DESCRIPTION OF THE TASK. Below are records; count the lines that contain "button" and give only the total.

==== LISTED RECORDS

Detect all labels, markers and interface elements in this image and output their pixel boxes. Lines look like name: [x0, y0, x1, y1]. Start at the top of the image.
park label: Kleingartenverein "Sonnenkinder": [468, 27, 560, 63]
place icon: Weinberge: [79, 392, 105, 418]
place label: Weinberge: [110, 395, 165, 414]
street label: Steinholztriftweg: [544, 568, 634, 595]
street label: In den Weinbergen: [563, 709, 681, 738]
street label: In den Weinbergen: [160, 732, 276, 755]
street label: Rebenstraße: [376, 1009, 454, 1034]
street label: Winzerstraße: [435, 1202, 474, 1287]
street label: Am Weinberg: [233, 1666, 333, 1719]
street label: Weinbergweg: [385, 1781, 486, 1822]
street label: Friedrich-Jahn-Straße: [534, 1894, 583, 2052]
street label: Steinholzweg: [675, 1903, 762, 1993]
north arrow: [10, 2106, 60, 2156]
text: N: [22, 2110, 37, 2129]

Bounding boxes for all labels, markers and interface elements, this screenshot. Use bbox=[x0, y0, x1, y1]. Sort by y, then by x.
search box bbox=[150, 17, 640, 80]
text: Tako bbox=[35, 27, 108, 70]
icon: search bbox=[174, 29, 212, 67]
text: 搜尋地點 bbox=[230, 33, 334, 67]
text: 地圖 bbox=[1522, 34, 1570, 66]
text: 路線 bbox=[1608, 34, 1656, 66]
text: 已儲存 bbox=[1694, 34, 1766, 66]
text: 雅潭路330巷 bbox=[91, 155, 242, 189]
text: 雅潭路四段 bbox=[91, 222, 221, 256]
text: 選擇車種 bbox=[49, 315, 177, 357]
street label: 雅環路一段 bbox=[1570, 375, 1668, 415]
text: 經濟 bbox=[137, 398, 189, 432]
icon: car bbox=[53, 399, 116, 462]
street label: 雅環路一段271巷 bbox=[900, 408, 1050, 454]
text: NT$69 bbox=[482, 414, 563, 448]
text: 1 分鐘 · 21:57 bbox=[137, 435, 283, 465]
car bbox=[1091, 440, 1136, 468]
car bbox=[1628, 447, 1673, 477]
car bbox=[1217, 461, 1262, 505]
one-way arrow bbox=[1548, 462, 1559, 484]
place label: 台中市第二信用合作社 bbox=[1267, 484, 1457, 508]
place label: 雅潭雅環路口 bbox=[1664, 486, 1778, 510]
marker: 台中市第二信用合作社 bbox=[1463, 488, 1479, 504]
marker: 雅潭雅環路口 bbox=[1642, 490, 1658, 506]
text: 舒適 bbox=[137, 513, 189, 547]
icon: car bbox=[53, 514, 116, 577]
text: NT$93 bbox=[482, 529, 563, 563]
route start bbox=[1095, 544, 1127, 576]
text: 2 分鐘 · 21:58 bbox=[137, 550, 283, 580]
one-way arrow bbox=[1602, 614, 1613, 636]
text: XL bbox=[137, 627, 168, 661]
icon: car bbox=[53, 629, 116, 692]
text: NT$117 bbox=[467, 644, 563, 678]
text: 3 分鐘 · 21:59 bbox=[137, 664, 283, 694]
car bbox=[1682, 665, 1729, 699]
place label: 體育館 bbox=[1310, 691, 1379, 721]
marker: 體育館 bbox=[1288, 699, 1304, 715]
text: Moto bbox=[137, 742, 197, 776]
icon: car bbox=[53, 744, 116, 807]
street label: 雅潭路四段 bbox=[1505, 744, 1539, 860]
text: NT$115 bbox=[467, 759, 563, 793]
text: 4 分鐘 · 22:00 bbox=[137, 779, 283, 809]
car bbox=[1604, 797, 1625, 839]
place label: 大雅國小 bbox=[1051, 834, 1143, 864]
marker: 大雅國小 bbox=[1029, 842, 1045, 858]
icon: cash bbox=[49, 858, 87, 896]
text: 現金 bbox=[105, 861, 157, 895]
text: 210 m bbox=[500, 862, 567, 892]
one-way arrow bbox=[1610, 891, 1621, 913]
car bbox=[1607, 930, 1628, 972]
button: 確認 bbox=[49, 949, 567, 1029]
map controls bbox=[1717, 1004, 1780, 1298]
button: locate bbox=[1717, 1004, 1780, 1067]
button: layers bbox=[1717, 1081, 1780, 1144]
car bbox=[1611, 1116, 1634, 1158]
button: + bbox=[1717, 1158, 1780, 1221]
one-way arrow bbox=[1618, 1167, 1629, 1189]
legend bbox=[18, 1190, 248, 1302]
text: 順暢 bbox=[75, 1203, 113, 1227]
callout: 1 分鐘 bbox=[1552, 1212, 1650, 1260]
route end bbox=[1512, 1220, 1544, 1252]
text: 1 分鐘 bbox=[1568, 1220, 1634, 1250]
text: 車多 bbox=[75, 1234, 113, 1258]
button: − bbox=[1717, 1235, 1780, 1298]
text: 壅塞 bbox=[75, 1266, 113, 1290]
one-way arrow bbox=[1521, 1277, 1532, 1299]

========

EXERCISE OUTPUT. 5